On the heels of the 100th anniversary of the sinking of the Titanic comes the 75th anniversary of the Hindenburg disaster -- often described as the "Titanic of the skies." The 804-foot airship (longer than three Boeing 747s end to end) caught on fire just before landing in Lakehurst, New Jersey, on May 6, 1937, killing 36 people. 

The Smithsonian's National Postal Museum has created a new exhibit around the twin catastrophes called "Fire & Ice: Hindenburg and Titanic," focusing on letters that were recovered, and the stories they can tell about the people who were unlucky enough to be there. One of the most exciting finds featured in the exhibit is the sole surviving map of the Hindenburg's last trans-Atlantic journey, as Cheryl R. Ganz, the chief curator of the Postal Museum, explains in a short documentary from Smithsonian magazine. For the first time, historians have an accurate record of the path of the airship during its three-day voyage from Frankfurt to Lakehurst. The film was produced by Beth Py-Lieberman and Ryan Reed, a multimedia producer at Smithsonian, who talks about the making of the project in a short interview below. 

"Found: Letters from the Hindenburg," a Smithsonian article about the exhibit by Abigail Tucker, describes the wealth of mail and postal artifacts that managed to survive the disaster:

In a postal sense, zeppelins were intended to replace the Titanic-era ocean liners, which took close to a week to deliver trans-Atlantic letters. The Hindenburg made the trip in just two and a half days, and even in the teeth of the Great Depression, bankers were willing to pay extra to get deals done faster. In addition, letter-writing was a key leisure activity for passengers, who didn't have many other ways of passing the time. (Another option was smoking in a pressurized lounge, where the bartender kept the only lighter allowed on the highly flammable vessel.) The airship’s stewards sold Hindenburg stationery, postcards and stamps, which passengers used to impress their friends back home ...

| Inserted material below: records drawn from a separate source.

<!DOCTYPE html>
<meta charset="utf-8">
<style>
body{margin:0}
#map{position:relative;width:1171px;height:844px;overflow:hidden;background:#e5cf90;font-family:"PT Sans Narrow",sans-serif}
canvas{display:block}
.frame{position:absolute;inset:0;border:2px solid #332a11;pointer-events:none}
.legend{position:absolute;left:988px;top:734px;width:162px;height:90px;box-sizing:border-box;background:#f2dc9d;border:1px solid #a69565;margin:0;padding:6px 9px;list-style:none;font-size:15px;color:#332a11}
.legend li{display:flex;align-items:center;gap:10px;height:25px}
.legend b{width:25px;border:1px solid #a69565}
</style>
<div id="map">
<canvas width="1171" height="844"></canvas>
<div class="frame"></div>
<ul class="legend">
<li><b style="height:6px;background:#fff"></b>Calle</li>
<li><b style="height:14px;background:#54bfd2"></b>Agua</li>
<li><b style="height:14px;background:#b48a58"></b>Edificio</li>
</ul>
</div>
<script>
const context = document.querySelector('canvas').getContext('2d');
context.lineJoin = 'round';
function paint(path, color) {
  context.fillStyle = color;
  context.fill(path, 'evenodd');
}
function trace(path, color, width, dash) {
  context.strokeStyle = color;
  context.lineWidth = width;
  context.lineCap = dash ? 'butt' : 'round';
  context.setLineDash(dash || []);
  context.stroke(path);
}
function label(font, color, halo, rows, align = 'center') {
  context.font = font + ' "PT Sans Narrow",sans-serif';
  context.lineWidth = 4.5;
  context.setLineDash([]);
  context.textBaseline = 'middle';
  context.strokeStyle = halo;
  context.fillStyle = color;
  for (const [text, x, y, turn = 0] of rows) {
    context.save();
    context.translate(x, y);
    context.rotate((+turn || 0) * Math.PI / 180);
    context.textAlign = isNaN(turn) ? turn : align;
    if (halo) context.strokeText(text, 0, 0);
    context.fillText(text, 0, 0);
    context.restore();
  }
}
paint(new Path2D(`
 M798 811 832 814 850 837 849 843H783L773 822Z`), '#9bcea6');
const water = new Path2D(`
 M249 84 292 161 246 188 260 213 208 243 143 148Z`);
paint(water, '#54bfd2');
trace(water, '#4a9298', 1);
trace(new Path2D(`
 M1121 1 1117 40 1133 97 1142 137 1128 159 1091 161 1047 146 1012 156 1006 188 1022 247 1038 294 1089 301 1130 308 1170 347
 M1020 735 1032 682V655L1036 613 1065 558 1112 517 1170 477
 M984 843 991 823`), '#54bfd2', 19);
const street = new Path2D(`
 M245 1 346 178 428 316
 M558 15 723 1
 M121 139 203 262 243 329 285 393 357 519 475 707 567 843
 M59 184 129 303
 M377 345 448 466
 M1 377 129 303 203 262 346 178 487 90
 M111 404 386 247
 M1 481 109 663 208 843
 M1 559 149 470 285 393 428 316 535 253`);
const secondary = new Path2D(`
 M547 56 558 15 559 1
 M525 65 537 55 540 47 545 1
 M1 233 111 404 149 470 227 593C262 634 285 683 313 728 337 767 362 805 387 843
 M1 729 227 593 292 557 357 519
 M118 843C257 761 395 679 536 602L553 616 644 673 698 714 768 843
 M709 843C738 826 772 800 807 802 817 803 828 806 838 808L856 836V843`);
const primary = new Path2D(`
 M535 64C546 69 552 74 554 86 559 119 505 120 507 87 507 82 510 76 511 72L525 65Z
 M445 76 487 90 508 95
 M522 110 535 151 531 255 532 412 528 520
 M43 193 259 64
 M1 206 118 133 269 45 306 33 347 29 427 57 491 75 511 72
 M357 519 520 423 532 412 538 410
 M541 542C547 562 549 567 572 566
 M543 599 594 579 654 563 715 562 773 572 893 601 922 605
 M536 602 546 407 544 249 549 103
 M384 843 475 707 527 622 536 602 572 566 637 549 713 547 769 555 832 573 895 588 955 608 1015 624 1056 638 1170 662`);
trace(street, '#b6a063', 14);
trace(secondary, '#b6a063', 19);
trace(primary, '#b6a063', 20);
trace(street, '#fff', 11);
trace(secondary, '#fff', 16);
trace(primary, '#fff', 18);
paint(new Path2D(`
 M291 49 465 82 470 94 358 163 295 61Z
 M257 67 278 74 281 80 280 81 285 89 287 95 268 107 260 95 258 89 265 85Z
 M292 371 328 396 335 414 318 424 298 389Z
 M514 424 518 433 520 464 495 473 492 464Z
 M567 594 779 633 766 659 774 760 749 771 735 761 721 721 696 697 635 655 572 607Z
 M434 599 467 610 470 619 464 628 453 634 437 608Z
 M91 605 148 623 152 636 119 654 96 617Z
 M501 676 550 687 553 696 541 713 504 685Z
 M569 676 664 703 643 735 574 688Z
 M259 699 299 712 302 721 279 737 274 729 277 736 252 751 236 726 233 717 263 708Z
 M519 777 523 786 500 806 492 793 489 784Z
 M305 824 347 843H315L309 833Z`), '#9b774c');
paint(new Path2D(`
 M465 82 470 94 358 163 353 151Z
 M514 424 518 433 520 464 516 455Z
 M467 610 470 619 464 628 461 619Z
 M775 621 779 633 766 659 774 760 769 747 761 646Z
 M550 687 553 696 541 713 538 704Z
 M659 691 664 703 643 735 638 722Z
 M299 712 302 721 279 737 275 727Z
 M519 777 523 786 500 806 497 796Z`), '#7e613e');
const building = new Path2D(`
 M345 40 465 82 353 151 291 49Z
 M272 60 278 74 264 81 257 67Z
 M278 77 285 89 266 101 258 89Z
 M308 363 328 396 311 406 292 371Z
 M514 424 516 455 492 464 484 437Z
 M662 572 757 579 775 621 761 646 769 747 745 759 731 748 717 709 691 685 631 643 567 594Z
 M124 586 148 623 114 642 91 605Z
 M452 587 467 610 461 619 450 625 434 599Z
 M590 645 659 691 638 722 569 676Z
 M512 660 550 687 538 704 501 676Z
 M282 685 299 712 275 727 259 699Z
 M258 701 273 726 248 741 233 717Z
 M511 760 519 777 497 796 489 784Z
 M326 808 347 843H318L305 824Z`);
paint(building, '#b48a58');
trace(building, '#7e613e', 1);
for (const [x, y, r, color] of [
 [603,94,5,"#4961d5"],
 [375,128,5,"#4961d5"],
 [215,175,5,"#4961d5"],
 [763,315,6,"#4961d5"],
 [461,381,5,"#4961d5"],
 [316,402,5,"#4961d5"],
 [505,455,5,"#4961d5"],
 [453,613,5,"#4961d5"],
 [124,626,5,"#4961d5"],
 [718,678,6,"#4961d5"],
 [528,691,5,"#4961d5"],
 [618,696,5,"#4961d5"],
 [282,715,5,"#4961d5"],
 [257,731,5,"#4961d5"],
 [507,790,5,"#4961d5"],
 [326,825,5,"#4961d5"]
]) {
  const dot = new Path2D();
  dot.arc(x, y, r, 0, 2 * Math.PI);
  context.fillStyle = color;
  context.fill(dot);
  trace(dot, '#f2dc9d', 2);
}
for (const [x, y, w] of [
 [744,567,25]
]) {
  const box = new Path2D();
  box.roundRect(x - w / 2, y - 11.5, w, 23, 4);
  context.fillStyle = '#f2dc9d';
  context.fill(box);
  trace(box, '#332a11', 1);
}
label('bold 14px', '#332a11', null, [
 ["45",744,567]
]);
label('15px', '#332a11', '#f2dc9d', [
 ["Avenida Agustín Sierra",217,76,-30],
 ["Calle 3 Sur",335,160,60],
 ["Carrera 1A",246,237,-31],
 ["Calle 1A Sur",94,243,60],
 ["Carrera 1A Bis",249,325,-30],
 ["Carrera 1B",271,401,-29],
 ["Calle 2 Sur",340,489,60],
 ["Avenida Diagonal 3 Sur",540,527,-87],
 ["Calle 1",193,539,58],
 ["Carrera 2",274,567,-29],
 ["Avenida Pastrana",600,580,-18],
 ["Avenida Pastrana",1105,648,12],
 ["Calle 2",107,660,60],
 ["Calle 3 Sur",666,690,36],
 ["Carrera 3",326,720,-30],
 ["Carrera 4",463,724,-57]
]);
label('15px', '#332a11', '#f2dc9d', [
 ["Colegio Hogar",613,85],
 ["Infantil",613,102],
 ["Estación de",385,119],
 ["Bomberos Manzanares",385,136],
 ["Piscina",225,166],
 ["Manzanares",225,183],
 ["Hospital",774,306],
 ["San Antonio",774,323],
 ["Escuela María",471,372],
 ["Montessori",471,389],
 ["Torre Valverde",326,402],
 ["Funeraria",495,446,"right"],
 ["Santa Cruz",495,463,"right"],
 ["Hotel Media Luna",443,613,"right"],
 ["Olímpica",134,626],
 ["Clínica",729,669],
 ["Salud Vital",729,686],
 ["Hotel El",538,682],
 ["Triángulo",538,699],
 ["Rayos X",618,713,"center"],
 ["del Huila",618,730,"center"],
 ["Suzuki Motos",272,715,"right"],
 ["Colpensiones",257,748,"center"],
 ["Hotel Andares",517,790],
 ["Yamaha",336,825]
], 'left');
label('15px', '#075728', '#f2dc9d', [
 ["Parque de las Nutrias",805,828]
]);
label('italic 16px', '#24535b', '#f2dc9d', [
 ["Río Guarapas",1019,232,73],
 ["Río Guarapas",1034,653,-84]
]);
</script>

Of the 17,000-odd pieces of Hindenburg correspondence, roughly 360 withstood the flames, which rose 1,000 feet. Some postcards and envelopes had been placed in a protective bag for later delivery, and others were crammed in the center of regular mailbags, where oxygen couldn’t reach. These singed letters, six of them featured in the show, are among the grandest prizes of philately.

Check out the article for more background and images from the exhibit.

The Atlantic: How did you find this story and decide to tell it?

Ryan Reed: We knew about the Fire & Ice exhibit at the National Postal Museum about a year in advance. Beth Py-Lieberman, the GoSmithsonian editor, interviewed Cheryl R. Ganz, Ph.D. at that time and knew right away that the story of her uncovering the Hindenburg map would make for a great article and video

Many people don't realize the Postal Museum is a part of the Smithsonian since it's not on the National Mall but there are so many interesting stories to tell and this is one of them. Ganz's enthusiasm for her work shows through and delivered a great narrative.

Where did you find the archival footage?

The archival footage is from a web site called Critical Past. In the completed video, we used two sets of archival footage. The crash scene in the beginning of the video is from a newsreel that probably ran in movie theaters in 1937. The audio in the beginning of the video is not from the newsreel. The famous dramatic description of the Hindenburg crash is of Herbert Morrison who delivered the famous line, "Oh, the humanity." The other piece of archival footage is seen at the very end overlaid with the map and shows the Hindenburg in flight.

With all the amazing exhibits and collections under the Smithsonian umbrella, how do you select stories to do?

We have great editors at Smithsonian who pick the most interesting and relevant stories to tell in print. It really makes our job on the web so much easier when you have such fascinating stories to start with. Not every article makes for a good video so the story needs to have a strong visual base, such as our video on Doug Aitken's multimedia display at the Hirshhorn or our video on the Art of Video Games exhibit. Both of these exhibits were described in print but because of their visual nature, video was a natural way to further the story on the web.

What's next for you?

Currently I am the editor of Retina, which is a Tumblr that curates the best visuals from Smithsonian.com and around the web. We're looking to expand the blog and provide our readers with even more stunning visuals and interviews with artists. I also have a couple exciting video projects coming up. One is on 3D printing and how it relates to a 19th century explorer who worked at the Smithsonian but mysteriously died in Alaska. The other video is on the drawings of Woody Guthrie.